Please quote the material exactly, every line of it.

######

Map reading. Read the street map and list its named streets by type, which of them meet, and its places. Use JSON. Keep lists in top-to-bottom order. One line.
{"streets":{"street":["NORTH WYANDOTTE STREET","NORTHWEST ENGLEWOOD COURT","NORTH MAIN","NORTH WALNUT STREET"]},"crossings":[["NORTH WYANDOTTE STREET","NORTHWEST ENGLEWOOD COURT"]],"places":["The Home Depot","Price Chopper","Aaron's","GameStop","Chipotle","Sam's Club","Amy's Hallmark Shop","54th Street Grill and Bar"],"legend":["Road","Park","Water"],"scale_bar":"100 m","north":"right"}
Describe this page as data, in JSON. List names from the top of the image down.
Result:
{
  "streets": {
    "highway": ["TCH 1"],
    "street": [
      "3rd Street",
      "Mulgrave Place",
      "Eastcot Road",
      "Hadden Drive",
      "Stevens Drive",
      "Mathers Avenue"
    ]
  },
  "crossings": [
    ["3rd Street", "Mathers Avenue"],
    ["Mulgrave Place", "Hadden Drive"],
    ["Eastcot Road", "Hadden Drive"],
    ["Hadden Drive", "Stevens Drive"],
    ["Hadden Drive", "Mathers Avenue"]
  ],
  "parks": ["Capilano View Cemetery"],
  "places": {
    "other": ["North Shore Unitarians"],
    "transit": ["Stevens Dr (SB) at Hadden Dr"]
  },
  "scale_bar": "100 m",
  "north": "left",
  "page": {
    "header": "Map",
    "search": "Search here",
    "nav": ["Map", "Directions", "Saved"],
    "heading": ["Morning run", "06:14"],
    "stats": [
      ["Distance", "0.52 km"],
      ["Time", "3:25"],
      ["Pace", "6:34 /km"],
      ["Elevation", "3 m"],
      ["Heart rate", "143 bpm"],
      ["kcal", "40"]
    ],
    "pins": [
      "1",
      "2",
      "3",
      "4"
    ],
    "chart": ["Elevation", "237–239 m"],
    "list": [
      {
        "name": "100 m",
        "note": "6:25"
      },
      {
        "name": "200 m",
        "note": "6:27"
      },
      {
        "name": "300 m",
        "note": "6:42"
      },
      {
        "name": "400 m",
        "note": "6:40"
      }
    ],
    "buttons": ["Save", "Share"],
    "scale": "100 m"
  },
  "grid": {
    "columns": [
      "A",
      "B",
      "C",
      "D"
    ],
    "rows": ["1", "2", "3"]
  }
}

######

ANSWER TO THIS PROBLEM —
Map reading. Read the street map and list its named streets by type, which of them meet, and its places. Use JSON. Keep lists in top-to-bottom order. One line.
{"streets":{"street":["NORTH WYANDOTTE STREET","NORTHWEST ENGLEWOOD COURT","NORTH MAIN","NORTH WALNUT STREET"]},"crossings":[["NORTH WYANDOTTE STREET","NORTHWEST ENGLEWOOD COURT"]],"places":["The Home Depot","Price Chopper","Aaron's","GameStop","Chipotle","Sam's Club","Amy's Hallmark Shop","54th Street Grill and Bar"],"legend":["Road","Park","Water"],"scale_bar":"100 m","north":"right"}
Describe this page as data, in JSON. List names from the top of the image down.
Result:
{
  "streets": {
    "highway": ["TCH 1"],
    "street": [
      "3rd Street",
      "Mulgrave Place",
      "Eastcot Road",
      "Hadden Drive",
      "Stevens Drive",
      "Mathers Avenue"
    ]
  },
  "crossings": [
    ["3rd Street", "Mathers Avenue"],
    ["Mulgrave Place", "Hadden Drive"],
    ["Eastcot Road", "Hadden Drive"],
    ["Hadden Drive", "Stevens Drive"],
    ["Hadden Drive", "Mathers Avenue"]
  ],
  "parks": ["Capilano View Cemetery"],
  "places": {
    "other": ["North Shore Unitarians"],
    "transit": ["Stevens Dr (SB) at Hadden Dr"]
  },
  "scale_bar": "100 m",
  "north": "left",
  "page": {
    "header": "Map",
    "search": "Search here",
    "nav": ["Map", "Directions", "Saved"],
    "heading": ["Morning run", "06:14"],
    "stats": [
      ["Distance", "0.52 km"],
      ["Time", "3:25"],
      ["Pace", "6:34 /km"],
      ["Elevation", "3 m"],
      ["Heart rate", "143 bpm"],
      ["kcal", "40"]
    ],
    "pins": [
      "1",
      "2",
      "3",
      "4"
    ],
    "chart": ["Elevation", "237–239 m"],
    "list": [
      {
        "name": "100 m",
        "note": "6:25"
      },
      {
        "name": "200 m",
        "note": "6:27"
      },
      {
        "name": "300 m",
        "note": "6:42"
      },
      {
        "name": "400 m",
        "note": "6:40"
      }
    ],
    "buttons": ["Save", "Share"],
    "scale": "100 m"
  },
  "grid": {
    "columns": [
      "A",
      "B",
      "C",
      "D"
    ],
    "rows": ["1", "2", "3"]
  }
}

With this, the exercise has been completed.